Uzun süre niyetlenmedim. Geçen haftalarda arabadan gelen kedi viyaklamalarıyla uğraştık. Yavrular o kadar küçüktü ki elle alamadık, mamayla süt-su karışımı ile kandırdık. Dün ilaç almaya hastaneye gittik, giderken hiç ses gelmedi. Fakat dönüşte 2 yavru arabadan çıktı. Artık ahbap olduğumuz kantinci bize kutu verdi. Kantinde çalışan hanım da "Ay, bu ilahi işaret, kendi ayaklarıyla geldiler" dedi ama Derviş nuh dedi peygamber demedi, kantinci araya girdi "Abi,eve gidene kadar sevsin bari" dedi. Yol boyu yalvardım, vicdan sömürüsü yaptım, kedileri öpüp öpüp "Ohh, içime iyi geldi" deyip durdum. 18 yılda etmediğimiz tartışmayı ettik.
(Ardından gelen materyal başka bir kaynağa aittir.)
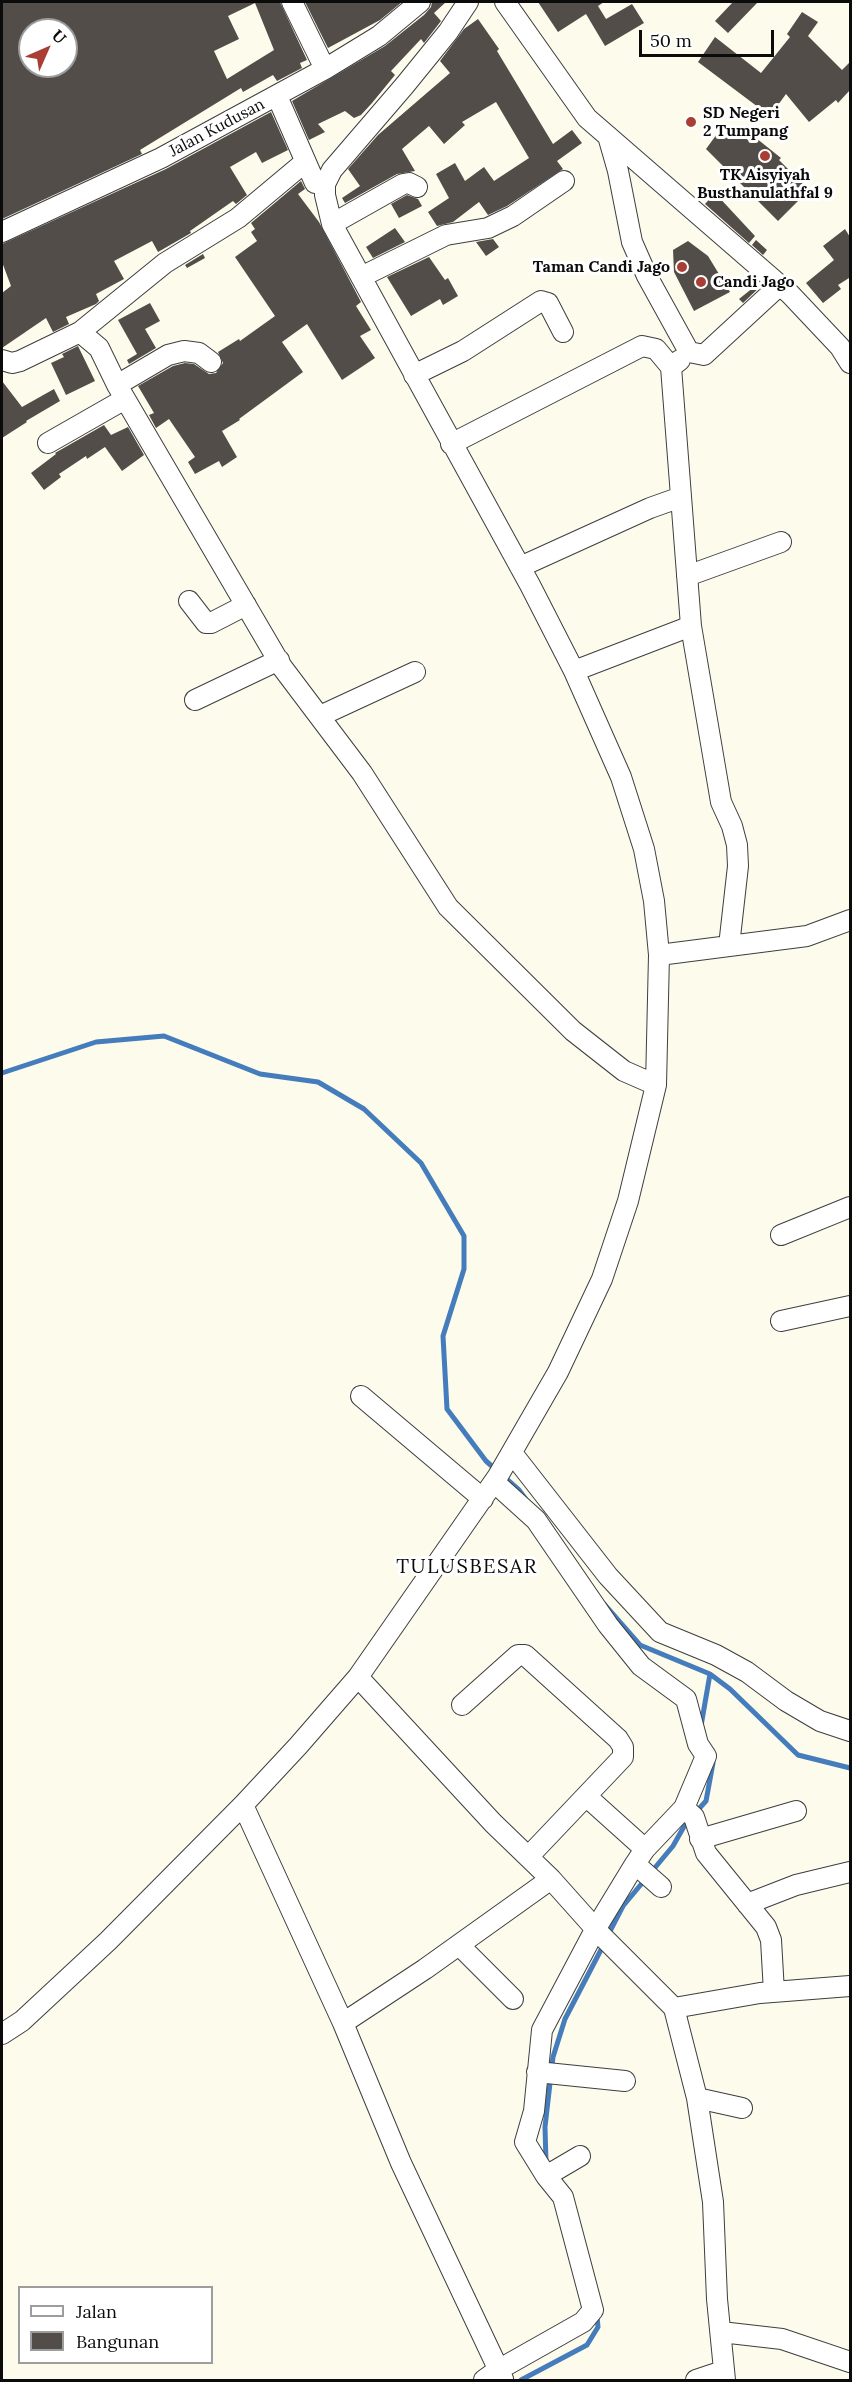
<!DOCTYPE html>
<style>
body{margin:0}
#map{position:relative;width:852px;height:2382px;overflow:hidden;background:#fdfbeb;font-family:Lora,serif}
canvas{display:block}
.frame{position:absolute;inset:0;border:3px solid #0b0b0b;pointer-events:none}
.legend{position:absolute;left:18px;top:2286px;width:195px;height:78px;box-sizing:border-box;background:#fff;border:2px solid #9d9d9d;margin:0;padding:8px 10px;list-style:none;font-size:18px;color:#0b0b0b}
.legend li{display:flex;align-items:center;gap:12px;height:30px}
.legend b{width:30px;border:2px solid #9d9d9d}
.north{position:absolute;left:18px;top:18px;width:60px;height:60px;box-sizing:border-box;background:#fff;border:2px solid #9d9d9d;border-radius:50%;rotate:45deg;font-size:16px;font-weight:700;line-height:24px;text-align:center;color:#0b0b0b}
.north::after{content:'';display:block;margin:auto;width:21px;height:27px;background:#a93f34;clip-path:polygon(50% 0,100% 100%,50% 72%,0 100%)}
.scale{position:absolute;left:639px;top:30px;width:135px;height:27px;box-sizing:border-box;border:3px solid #0b0b0b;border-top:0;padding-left:8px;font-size:18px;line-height:21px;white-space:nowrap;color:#0b0b0b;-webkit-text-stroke:4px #fff;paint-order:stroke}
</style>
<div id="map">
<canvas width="852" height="2382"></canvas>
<div class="frame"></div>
<ul class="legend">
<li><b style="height:8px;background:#fff"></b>Jalan</li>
<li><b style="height:16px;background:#524d48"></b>Bangunan</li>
</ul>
<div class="north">U</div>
<div class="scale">50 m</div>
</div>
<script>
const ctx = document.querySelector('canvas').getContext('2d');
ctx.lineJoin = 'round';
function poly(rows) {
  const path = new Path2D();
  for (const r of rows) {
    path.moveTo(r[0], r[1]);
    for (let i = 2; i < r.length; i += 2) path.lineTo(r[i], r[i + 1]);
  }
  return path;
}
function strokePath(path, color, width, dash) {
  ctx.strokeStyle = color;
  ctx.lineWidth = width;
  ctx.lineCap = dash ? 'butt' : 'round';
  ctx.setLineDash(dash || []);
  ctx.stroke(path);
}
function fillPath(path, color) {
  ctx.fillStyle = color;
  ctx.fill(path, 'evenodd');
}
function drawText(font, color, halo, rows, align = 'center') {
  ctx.font = font + ' Lora,serif';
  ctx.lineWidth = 6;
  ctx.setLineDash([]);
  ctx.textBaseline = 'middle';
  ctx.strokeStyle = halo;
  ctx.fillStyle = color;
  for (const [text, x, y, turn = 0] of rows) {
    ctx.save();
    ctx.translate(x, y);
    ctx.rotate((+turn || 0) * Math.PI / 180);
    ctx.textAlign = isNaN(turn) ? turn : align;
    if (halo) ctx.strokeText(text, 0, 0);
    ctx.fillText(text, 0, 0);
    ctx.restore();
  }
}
strokePath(poly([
 [2,1073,96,1042,164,1036,260,1074,318,1082,364,1109,421,1163,464,1236,464,1269,443,1336,447,1409,486,1461,519,1490,525,1498],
 [604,1604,640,1645,710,1674,730,1689,798,1755,850,1768],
 [701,1726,710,1674],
 [608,1935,623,1906,673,1846,686,1823,706,1801,713,1763,712,1759],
 [546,2162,545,2127,553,2057,565,2019,604,1944],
 [521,2380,587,2345,598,2327,597,2316]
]), '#457cbc', 5);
fillPath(poly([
 [2,2,280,2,307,60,300,63,302,68,277,81,273,75,243,92,241,88,140,150,142,154,2,219],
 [255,3,274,50,227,79,214,51,239,39,228,16],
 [30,30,66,30,66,66,30,66],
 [305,2,402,2,380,20,328,48],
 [432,2,446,2,434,13,441,21,424,43,421,39,391,71,395,75,372,103,361,115,354,118,345,111,318,124,325,132,309,140,292,101,385,46,424,15,431,7],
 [538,2,604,2,598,6,606,19,632,4,644,23,605,46,586,14,558,32],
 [733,2,758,2,728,33,715,21],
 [802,12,818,22,808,36,842,70,850,62,850,90,838,103,836,100,809,122,786,94,770,116,698,62,715,37,761,73,790,37,787,34],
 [478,19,499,49,497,51,553,144,572,130,582,143,557,161,563,169,507,206,488,215,479,202,453,222,437,226,428,212,449,198,436,174,455,163,465,181,484,167,494,181,529,158,496,102,462,122,465,125,444,144,429,126,402,149,415,171,397,174,345,203,342,198,360,186,348,169,378,135,450,73,440,61,464,29],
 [271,112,288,150,262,163,256,152,230,167,247,195,236,204,233,201,190,231,191,233,158,252,152,241,114,261,124,279,96,294,99,301,96,304,66,317,69,324,53,332,46,318,2,348,2,293,11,286,2,262,2,244,166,169],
 [725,123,752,143,756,138,781,158,779,160,809,190,778,221,706,149],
 [301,181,305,189,298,194,319,222,361,302,356,306,371,330,360,336,375,358,342,380,307,324,282,342,303,372,239,419,240,420,222,431,237,457,222,467,219,461,195,474,188,462,195,457,169,419,156,428,149,415,154,413,138,386,173,366,185,363,194,364,209,374,216,373,223,363,218,352,239,339,240,341,275,316,235,257,257,241,251,232,255,229,251,223],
 [715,193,755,236,749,243,705,204],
 [407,195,418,199,422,206,399,218,391,204],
 [395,228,405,242,373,258,366,247],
 [845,229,850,237,850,280,849,278,838,285,841,289,823,303,806,283,834,260,823,246],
 [493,239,499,247,486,256,476,242],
 [756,240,767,250,763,255,752,245],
 [688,241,708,256,730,292,694,311,674,272,673,250],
 [203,254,205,258,187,268,185,265],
 [429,257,445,280,448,278,458,296,443,305,440,299,411,316,387,277],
 [759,283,762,285,743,303,739,299],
 [150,303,160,321,145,329,156,348,129,364,127,360,137,354,118,320],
 [78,346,95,381,66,395,51,363,64,357,62,354],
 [2,381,22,407,54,389,60,401,26,421,27,422,2,438],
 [104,425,111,435,128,427,144,455,122,471,105,447,87,459,86,456,59,474,61,477,44,490,31,473,56,454,55,453]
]), '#524d48');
const minor = poly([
 [292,2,325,69],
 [505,2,587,118,790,294,840,347,850,363],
 [277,96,315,183],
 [608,136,618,171,632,242,647,276,689,352,704,355,780,285],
 [332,224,403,184,409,183,417,187],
 [2,232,161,158,325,69,379,36,420,2],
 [361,277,446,235,488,228,513,216,564,181],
 [80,332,165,263,238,218,305,162],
 [2,360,12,363,20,361,80,332,99,348,117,385,282,667,362,773,448,907,573,1031,624,1071,656,1085],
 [671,367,691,626,721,802,732,826,737,845,738,866,729,946],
 [414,375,463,351,541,301,548,303,563,332],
 [117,385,168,355,184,351,199,353,211,362],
 [48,443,125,399],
 [451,444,642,346,656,349,671,367,680,360],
 [520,567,650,508,681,497],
 [687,576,781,542],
 [189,601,206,623,211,623,246,605],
 [574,671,691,626],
 [195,700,279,660],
 [320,716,415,672],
 [659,955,807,936,850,920],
 [781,1235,850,1207],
 [781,1321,850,1306],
 [361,1396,483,1499],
 [512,1453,608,1576,660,1632,716,1655,747,1672,786,1701,820,1721,850,1731],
 [358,1677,493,1823,551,1879,601,1935,674,2008,760,1993,850,1986],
 [462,1705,518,1655,525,1655,618,1739,623,1747,623,1757,529,1856],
 [586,1796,645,1849],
 [243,1805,343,2023,401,2163,503,2379],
 [684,1808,694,1817,706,1853,766,1927,771,1940,774,1992],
 [700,1839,796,1811],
 [635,1864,661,1887],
 [747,1904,796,1885,850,1872],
 [459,1945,513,1999],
 [674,2008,697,2098,713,2202,717,2299,725,2380],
 [343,2023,425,1969,551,1879],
 [2,2034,22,2021,108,1941,243,1805,298,1746,358,1677,498,1476,558,1372,602,1279,628,1201,656,1085,659,955,654,901,644,849,621,777,574,671,530,585,332,224,325,195,325,184,332,170,405,85,448,32,468,2],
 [537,2072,625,2081],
 [697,2098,742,2108],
 [546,2176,580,2156],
 [721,2332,782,2339,850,2362],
 [484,2380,498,2370,583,2322,593,2310,563,2197,546,2176,525,2142,534,2111,542,2030,596,1928,635,1864,645,1849,684,1808,706,1756,698,1744,686,1699,641,1666,608,1625,536,1520,494,1482],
 [696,2380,723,2371]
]);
strokePath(minor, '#3e3e3e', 22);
strokePath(minor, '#fff', 20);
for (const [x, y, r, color] of [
 [691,122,6,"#a93f34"],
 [765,156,6,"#a93f34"],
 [682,267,6,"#a93f34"],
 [701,282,6,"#a93f34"]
]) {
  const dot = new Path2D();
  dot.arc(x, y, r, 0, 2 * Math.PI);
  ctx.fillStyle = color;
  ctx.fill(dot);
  strokePath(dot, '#fff', 2);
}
drawText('bold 16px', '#0b0b0b', '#fff', [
 ["SD Negeri",703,113],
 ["2 Tumpang",703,131],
 ["TK Aisyiyah",765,175,"center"],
 ["Busthanulathfal 9",765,193,"center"],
 ["Taman Candi Jago",670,267,"right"],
 ["Candi Jago",713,282]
], 'left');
drawText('16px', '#0b0b0b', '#fff', [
 ["Jalan Kudusan",217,128,-28]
]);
ctx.letterSpacing = '1.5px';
drawText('20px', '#0b0b0b', '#fff', [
 ["TULUSBESAR",467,1567]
]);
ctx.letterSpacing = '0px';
</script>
Ama yok anacım adam duvar oldu.
İdil sevsin diye eve çıkarayım dedim, "Almam hiç boşuna konuşmayalım" diye uyarıldım.
Burdan sonrası İdil'e ait, onun duyguları, onun kaleminden
"Öncelikle merhabalar,
Bizim binamızda bir kedi var hep kendini sevdiriyor yemek alıyor bir gün yavruları oldu çekemedi yuvalarından attı gitti 1 haftadır yok.
Bugün yağmur yağarken balkon kapısı açık"Viyk Viyk"ses geliyor gittim indim baktım bizim yan binadan çıktılar yuvaların koydum alttan üstten yanlardan çıktılar peşimden eve kadar geldiler kapıyı açtım yağmurluğuma sardım eve getirdim sevdik ayakkabı kutusuna koydum benim bebeklikten kalma pembe battaniyeye sardım indirdim bina inşa ettim resmen inerken hafif sallamıştım bebek gibi uykuya daldılar öyle bıraktım şu an ses seda yok.Derviş bu eve başka hayvan getirmeyin diye fırça attı"
Güzellik uykusundan uyandırıldığı için asabi olan Derviş'i geri yatırdık,kedileri bahçeye indirdik.
Şu güzelliklere bakın, gözleri de mavi.